La France n’est plus le 1er pays producteur de vin. Et alors ?


Marianne et le vin, une longue histoire.  Salon d’honneur de la mairie de Reims.

 

 

 

Chaque année, au moment des vendanges, la presse s’émeut de voir notre pays relégué au rang de second producteur mondial. Et quel grand soulagement lorsque l’Italie perd de nouveau sa prééminence (non méritée, bien entendu). On touche aux intérêts supérieurs de la France !

Copie d’écran, Le Monde, 14 septembre 2016.
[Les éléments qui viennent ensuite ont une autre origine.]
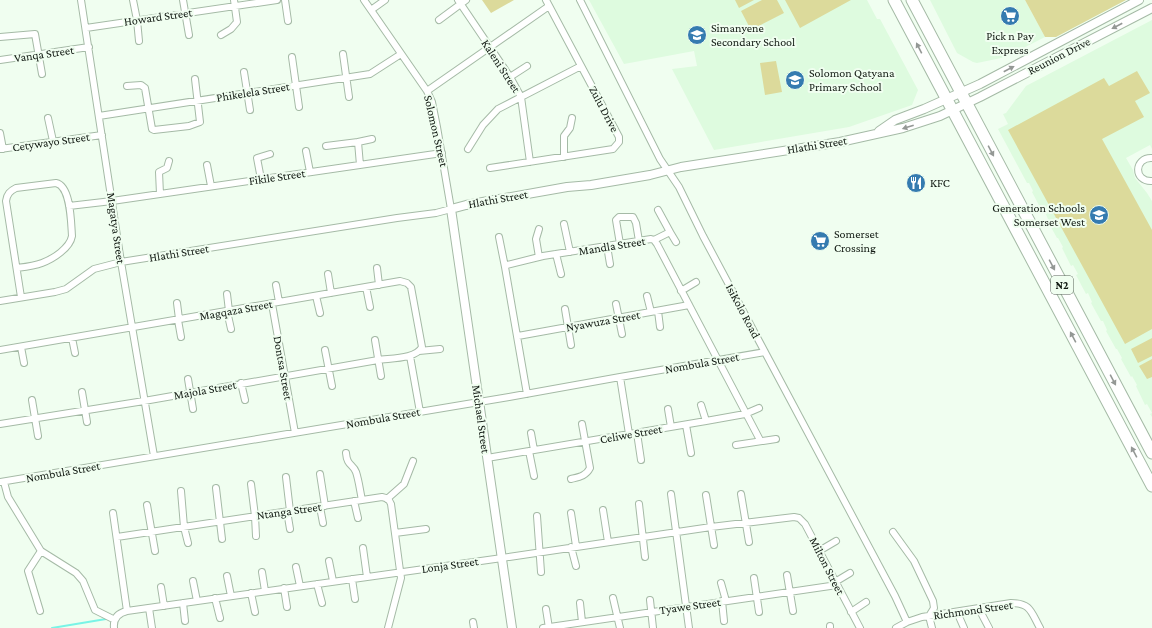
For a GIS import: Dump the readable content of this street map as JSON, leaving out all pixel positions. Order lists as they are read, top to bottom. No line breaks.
{"streets":{"highway":["N2"],"street":["Howard Street","Vanqa Street","Reunion Drive","Kaleni Street","Phikelela Street","Zulu Drive","Solomon Street","Cetywayo Street","Hlathi Street","Fikile Street","Magatya Street","Mandla Street","Magqaza Street","IsiKolo Road","Nyawuza Street","Nombula Street","Dontsa Street","Majola Street","Michael Street","Celiwe Street","Ntanga Street","Lonja Street","Milton Street","Tyawe Street","Richmond Street"]},"crossings":[["Howard Street","Magatya Street"],["Vanqa Street","Magatya Street"],["Reunion Drive","Hlathi Street"],["Reunion Drive","N2"],["Kaleni Street","Zulu Drive"],["Phikelela Street","Solomon Street"],["Phikelela Street","Magatya Street"],["Solomon Street","Hlathi Street"],["Solomon Street","Fikile Street"],["Solomon Street","Michael Street"],["Cetywayo Street","Magatya Street"],["Hlathi Street","Magatya Street"],["Hlathi Street","N2"],["Hlathi Street","IsiKolo Road"],["Hlathi Street","Michael Street"],["Fikile Street","Magatya Street"],["Magatya Street","Magqaza Street"],["Magatya Street","Nombula Street"],["Magatya Street","Majola Street"],["Mandla Street","Nyawuza Street"],["Mandla Street","Nombula Street"],["Mandla Street","Celiwe Street"],["Magqaza Street","Dontsa Street"],["Magqaza Street","Majola Street"],["IsiKolo Road","Nombula Street"],["IsiKolo Road","Richmond Street"],["Nombula Street","Dontsa Street"],["Nombula Street","Michael Street"],["Dontsa Street","Majola Street"],["Michael Street","Celiwe Street"],["Michael Street","Lonja Street"],["Lonja Street","Milton Street"],["Milton Street","Tyawe Street"]],"places":{"supermarket":["Pick n Pay Express","Somerset Crossing"],"school or university":["Simanyene Secondary School","Solomon Qatyana Primary School","Generation Schools Somerset West"],"restaurant":["KFC"]}}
Et alors ? Il s’agit là de volumes, et non de valeurs. Et quand bien même. Dans le monde qui est le nôtre, ce ne sont plus ces flux qui sont primordiaux, mais bien d’autres aspects, parmi lesquels ce que je serais tenté d’appeler l’intelligence du vin. C’est-à-dire une sorte de maelstrom composé d’une infinité de paramètres qui font qu’un vin sera acheté par un consommateur, et qu’il lui apportera du plaisir et du rêve.

Des paysages de qualité pour des vins de qualité.
Banyuls – Collioure.

Bien sûr, les aspects liés au terroir ou aux éléments identitaires sont essentiels. Le vignoble français est résolument engagé dans cette voie, avec des vins de qualité qui renvoient dans notre imaginaire à tel ou tel lieu. En particulier par leurs caractéristiques organoleptiques. Le classement des Climats du vignoble bourguignon s’inscrit dans cette logique.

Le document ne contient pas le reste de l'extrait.